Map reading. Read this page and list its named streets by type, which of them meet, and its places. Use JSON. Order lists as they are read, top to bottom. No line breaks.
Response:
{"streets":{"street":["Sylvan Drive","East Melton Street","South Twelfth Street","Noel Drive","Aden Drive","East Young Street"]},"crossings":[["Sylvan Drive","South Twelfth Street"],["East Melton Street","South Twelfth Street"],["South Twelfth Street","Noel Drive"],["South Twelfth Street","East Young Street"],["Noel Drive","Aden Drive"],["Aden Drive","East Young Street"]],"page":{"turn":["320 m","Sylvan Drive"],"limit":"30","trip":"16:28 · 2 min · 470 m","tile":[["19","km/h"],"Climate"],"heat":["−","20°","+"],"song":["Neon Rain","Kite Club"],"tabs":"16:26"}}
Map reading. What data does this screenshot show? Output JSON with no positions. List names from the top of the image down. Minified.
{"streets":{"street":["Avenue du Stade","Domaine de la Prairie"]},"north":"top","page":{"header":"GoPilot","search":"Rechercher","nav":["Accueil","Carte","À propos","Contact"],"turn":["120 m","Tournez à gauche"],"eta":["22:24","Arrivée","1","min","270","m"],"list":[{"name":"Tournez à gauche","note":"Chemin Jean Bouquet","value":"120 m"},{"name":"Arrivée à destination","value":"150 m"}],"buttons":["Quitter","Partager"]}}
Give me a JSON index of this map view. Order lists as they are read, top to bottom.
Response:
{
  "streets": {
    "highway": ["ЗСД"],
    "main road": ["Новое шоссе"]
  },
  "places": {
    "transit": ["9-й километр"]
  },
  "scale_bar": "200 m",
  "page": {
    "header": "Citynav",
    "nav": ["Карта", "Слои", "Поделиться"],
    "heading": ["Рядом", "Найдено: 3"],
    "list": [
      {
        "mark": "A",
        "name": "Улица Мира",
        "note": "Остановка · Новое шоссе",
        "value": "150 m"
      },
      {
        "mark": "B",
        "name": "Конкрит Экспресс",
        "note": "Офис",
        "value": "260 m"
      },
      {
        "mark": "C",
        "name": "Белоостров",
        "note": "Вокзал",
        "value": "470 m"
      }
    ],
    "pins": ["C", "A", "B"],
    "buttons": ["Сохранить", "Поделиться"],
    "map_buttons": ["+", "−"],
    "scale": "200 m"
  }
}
* * * * * * * * *
WHAT YOU WILL DO: Using the records above, count how many lines include the word "lists", and reply only with that figure.

FINISHED TASK: 2